Mesdames et Messieurs,
Je suis très heureuse que Nicole Bricq m'ait invitée à clôturer ce colloque. Je crois en effet qu'il arrive à un bon moment.
Il arrive à un bon moment, d'abord, parce que la négociation sur la mise en uvre du protocole de Kyoto devrait aboutir prochainement. Ce protocole constitue, au niveau international, un des outils majeurs pour le développement durable. Agir pour sa mise en oeuvre effective et rapide est une des priorités de la présidence française de l'Union européenne.
Il arrive à un bon moment, aussi, parce que depuis trois ans mon ministère travaille à moderniser ses modes d'intervention en matière de protection de l'environnement en cherchant à mettre en place de nouveaux outils, venant en complément de l'approche réglementaire traditionnellement utilisée.
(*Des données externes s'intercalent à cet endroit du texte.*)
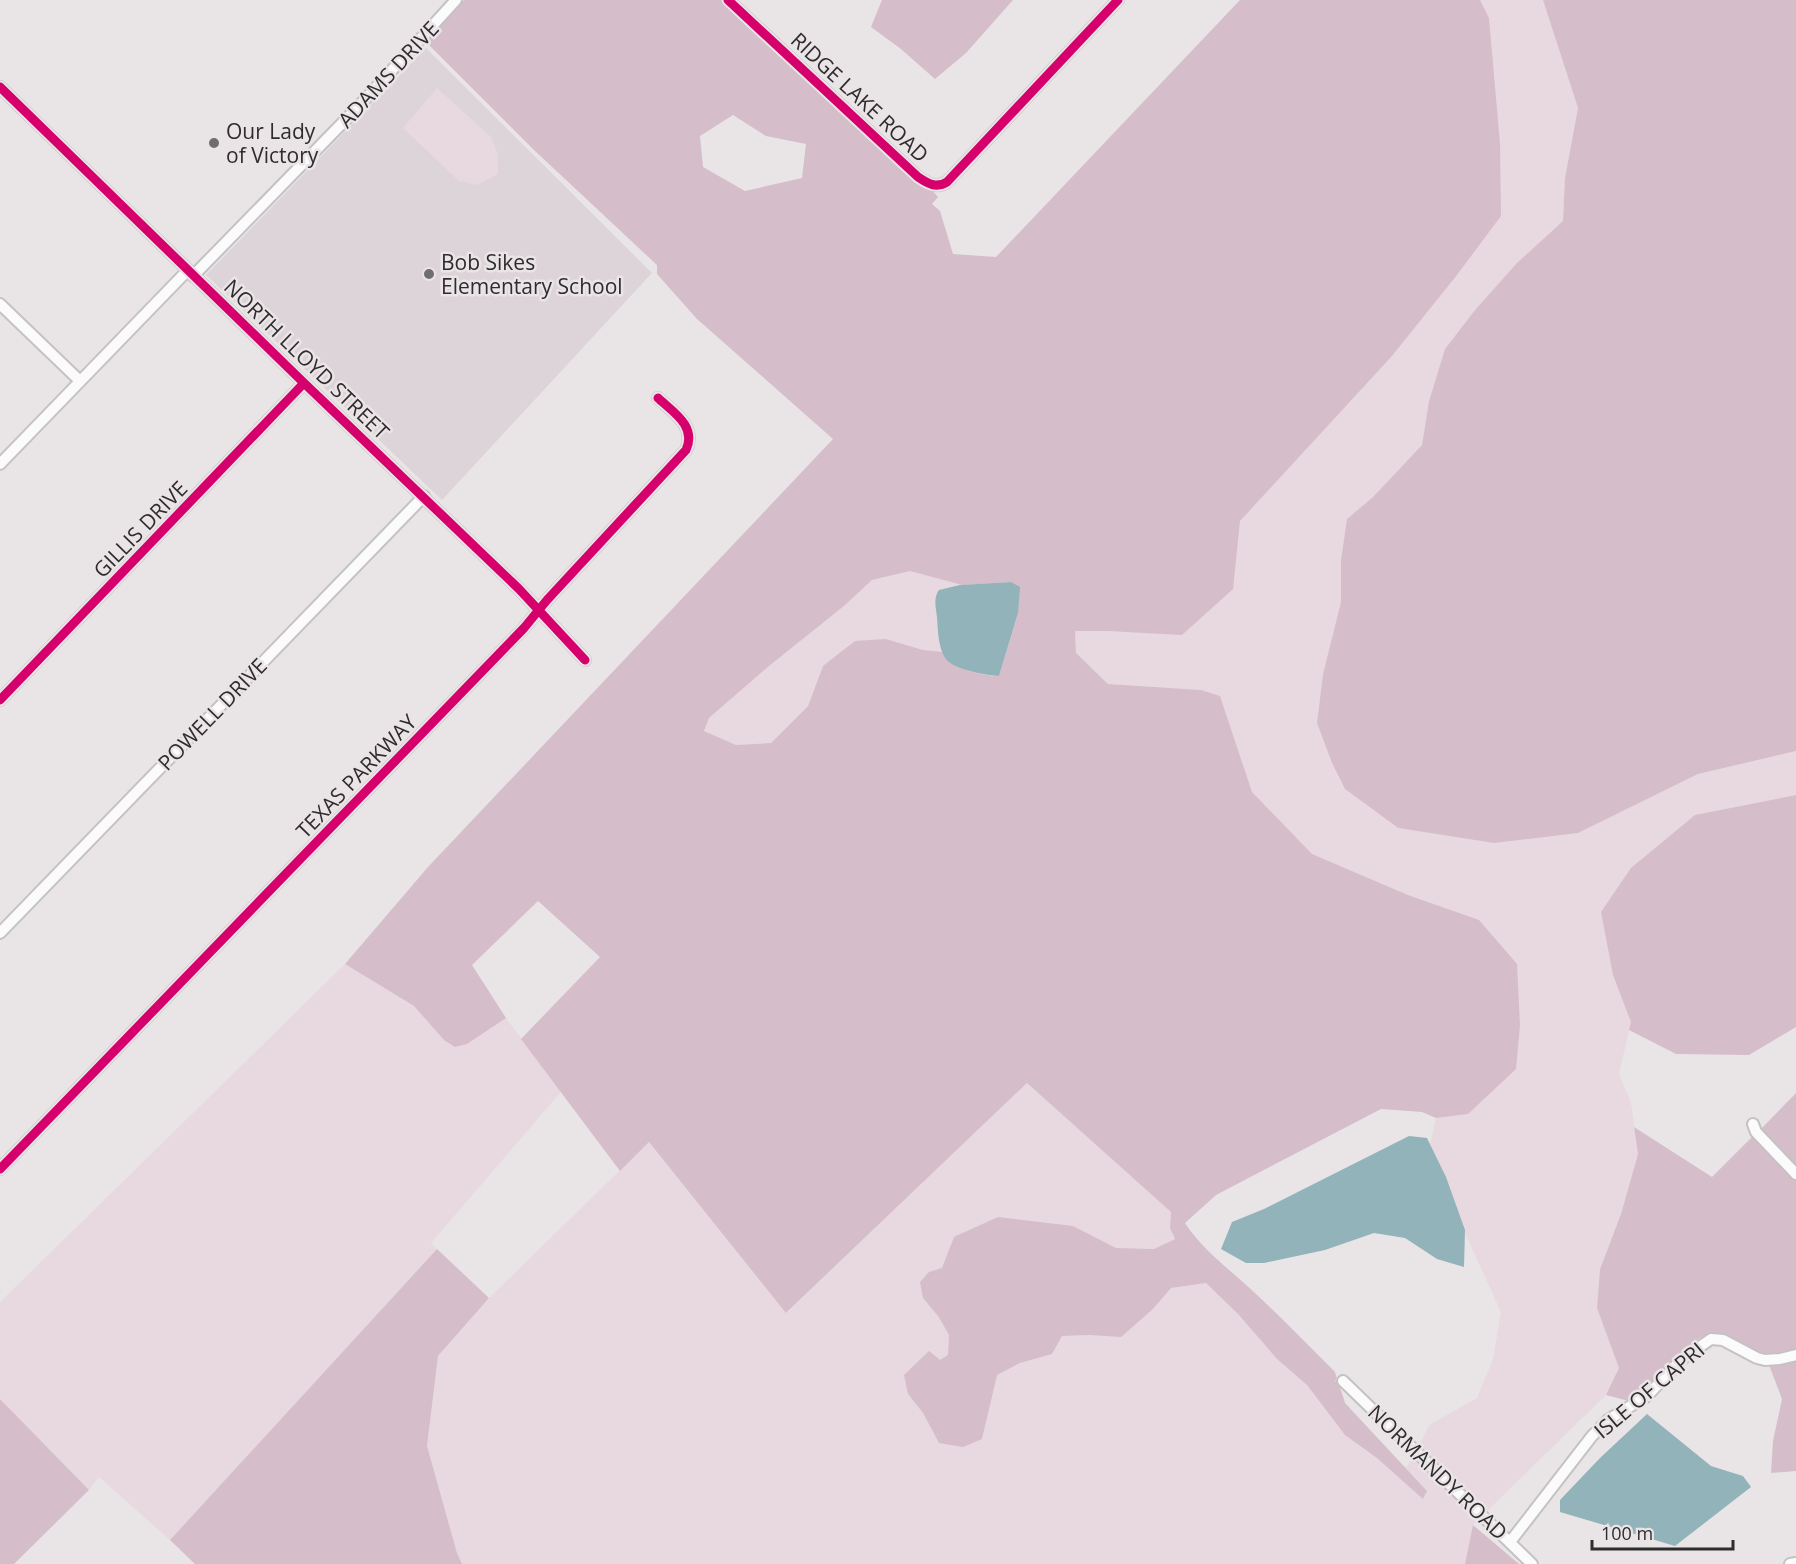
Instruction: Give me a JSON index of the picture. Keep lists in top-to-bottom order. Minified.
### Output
{"streets":{"street":["ADAMS DRIVE","RIDGE LAKE ROAD","NORTH LLOYD STREET","GILLIS DRIVE","POWELL DRIVE","TEXAS PARKWAY","ISLE OF CAPRI","NORMANDY ROAD"]},"crossings":[["ADAMS DRIVE","NORTH LLOYD STREET"],["NORTH LLOYD STREET","GILLIS DRIVE"],["NORTH LLOYD STREET","POWELL DRIVE"],["NORTH LLOYD STREET","TEXAS PARKWAY"],["ISLE OF CAPRI","NORMANDY ROAD"]],"places":["Our Lady of Victory","Bob Sikes Elementary School"],"scale_bar":"100 m"}
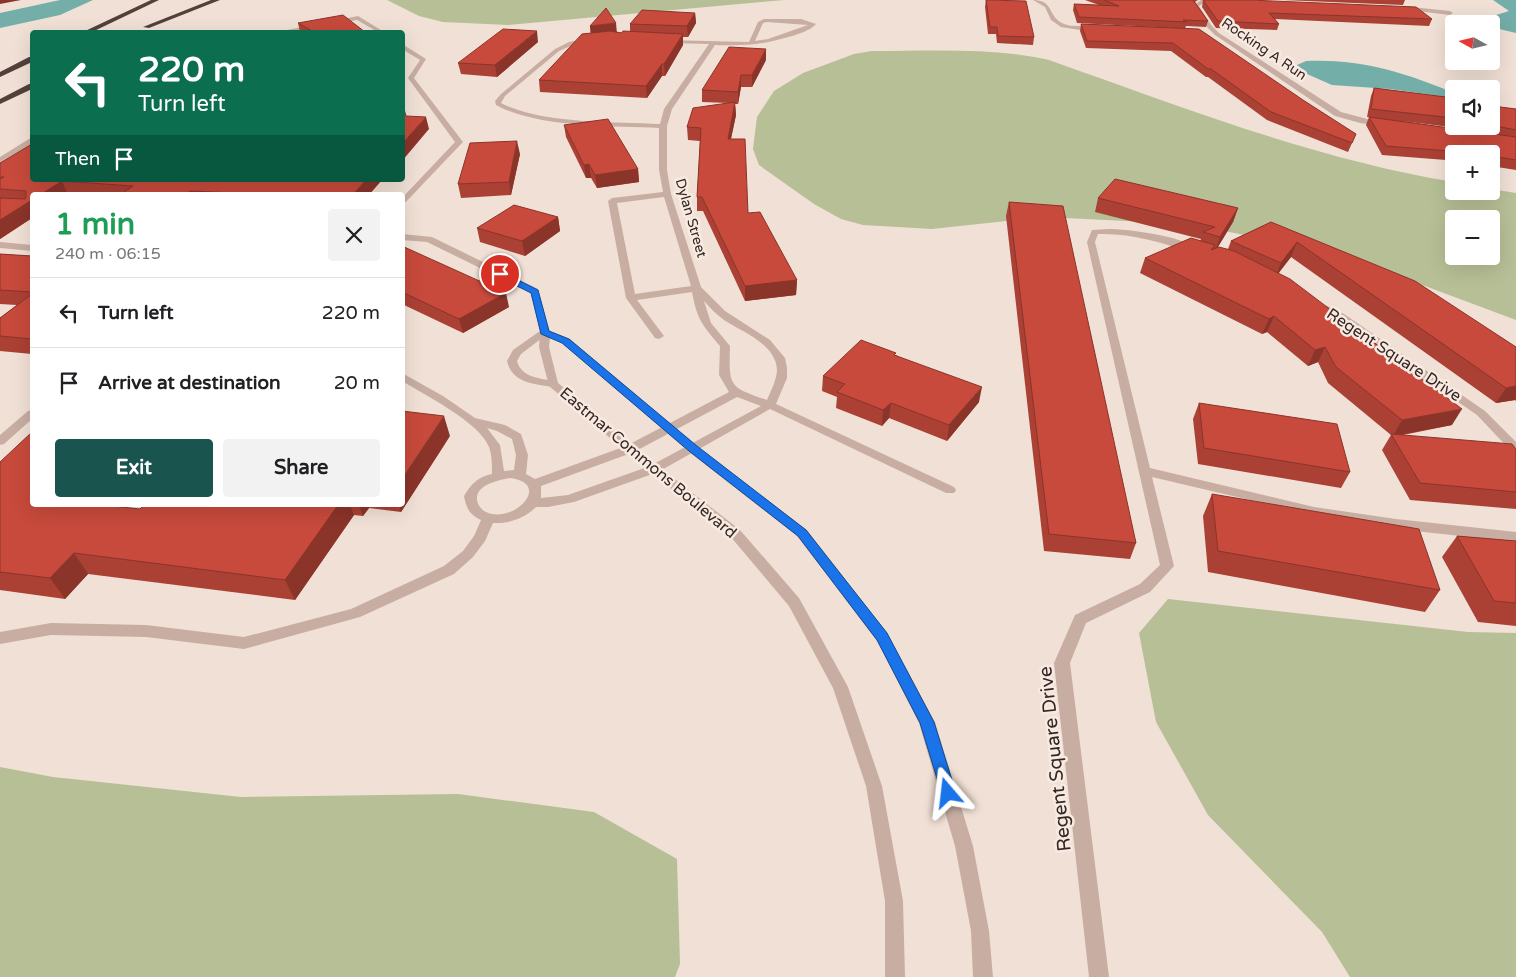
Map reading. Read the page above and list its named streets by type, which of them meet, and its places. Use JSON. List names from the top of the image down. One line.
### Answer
{"streets":{"street":["Rocking A Run","Dylan Street","Regent Square Drive","Eastmar Commons Boulevard"]},"north":"left","page":{"map_buttons":["+","−"],"turn":["220 m","Turn left"],"then":"Then","heading":["1 min","240 m · 06:15"],"list":[{"name":"Turn left","value":"220 m"},{"name":"Arrive at destination","value":"20 m"}],"buttons":["Exit","Share"]}}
Je souhaite recourir de façon équilibrée à trois types d'instruments pour conduire ma politique : l'information et l'incitation à l'adoption de comportements respectueux de l'environnement, la réglementation, et la modernisation de la fiscalité pour en faire un outil de la politique environnementale.
2001 sera une étape importante en la matière, avec l'extension de la taxe générale sur les activités polluantes aux consommations intermédiaires d'énergie des entreprises et la mise en uvre du programme de maîtrise de l'énergie auquel le gouvernement travaille actuellement
Mais avant de développer ces questions, je voudrais d'abord faire le point sur la mise en uvre du protocole de Kyoto comme m'y invite le thème choisi pour ce colloque.
Depuis trois mois, la France assure la présidence de l'union européenne. La lutte contre le changement climatique est l'une des principales priorités de cette Présidence, et je ne ménagerai pas mes efforts pour que la Conférence de La Haye, au mois de novembre prochain, soit un succès. Je souhaite aussi que pendant cette présidence l'Union européenne engage les actions nécessaires, dans chacun de ses Etats, pour réduire effectivement les émissions de gaz à effet de serre de 8% entre 1990 et la période 2008-2012.
Le premier conseil environnement formel de notre présidence aura lieu dans une semaine. J'y débattrai avec mes collègues des politiques et mesures de lutte contre l'effet de serre à mettre en place au niveau européen et de notre stratégie de négociation d'ici la Haye.
La Haye sera en effet une étape décisive. Nous devrons faire en sorte que le Protocole de Kyoto puisse être rapidement ratifié par un nombre d'Etats suffisant pour permettre son entrée en vigueur avant 2002, pour le dixième anniversaire du sommet de Rio, tout en veillant à obtenir un accord dont l'efficacité environnementale soit satisfaisante.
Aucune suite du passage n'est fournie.